### 38th Putnam 1977

Problem B4

Let P be a point inside a continuous closed curve in the plane which does not intersect itself. Show that we can find two points on the curve whose midpoint is P.

Solution

The solution I put up was as follows:

Take an arbitrary chord AB through P. If P is the midpoint then we are done. So assume it is not. Let A' complete a circuit of the curve starting at A and returning to it. Let the chord through A' and P be A'B'. Let f(A') = A'P/B'P. Then f is a continuous function and f(Astart) = 1/f(Afinish). So for some point C on the curve f must assume the intermediate value 1, which means that P is the midpoint of this chord.

However, that is not quite right if the curve is as illustrated above, since defining A' does not unambiguously define B'. Moreover, we cannot simply move A' around the curve - we may get stuck and have to move it back a little way in order to allow B' to complete a circuit. This can probably be rescued, but there is a neater solution due to P Mason (who also pointed out the error above).
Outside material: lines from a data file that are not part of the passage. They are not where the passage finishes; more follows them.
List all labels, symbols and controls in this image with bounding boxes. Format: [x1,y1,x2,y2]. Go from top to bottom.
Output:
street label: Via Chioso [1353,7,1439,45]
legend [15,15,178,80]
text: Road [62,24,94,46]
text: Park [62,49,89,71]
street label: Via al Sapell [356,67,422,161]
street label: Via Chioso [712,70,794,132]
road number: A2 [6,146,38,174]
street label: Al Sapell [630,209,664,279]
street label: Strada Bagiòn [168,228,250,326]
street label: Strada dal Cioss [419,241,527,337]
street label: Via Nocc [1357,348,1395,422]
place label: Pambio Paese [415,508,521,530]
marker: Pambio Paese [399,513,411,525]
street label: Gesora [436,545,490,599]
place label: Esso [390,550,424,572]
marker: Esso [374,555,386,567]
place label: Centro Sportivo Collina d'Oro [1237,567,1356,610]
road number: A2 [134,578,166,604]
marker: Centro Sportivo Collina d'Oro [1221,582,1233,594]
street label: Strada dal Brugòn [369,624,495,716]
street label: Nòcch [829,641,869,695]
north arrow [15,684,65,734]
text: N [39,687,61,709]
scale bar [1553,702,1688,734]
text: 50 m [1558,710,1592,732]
Let C be the curve and C' the curve obtained by rotating C through 180o about P. Let m be a point on C closest to P, and M a point on C furthest from P. Then m must lie inside or on C', and M must lie outside or on C'. Hence C and C' must intersect. Take Q to be any common point. Then the point Q' obtained by rotating Q through 180o must also lie on C and C'. Now P is the midpoint of QQ'.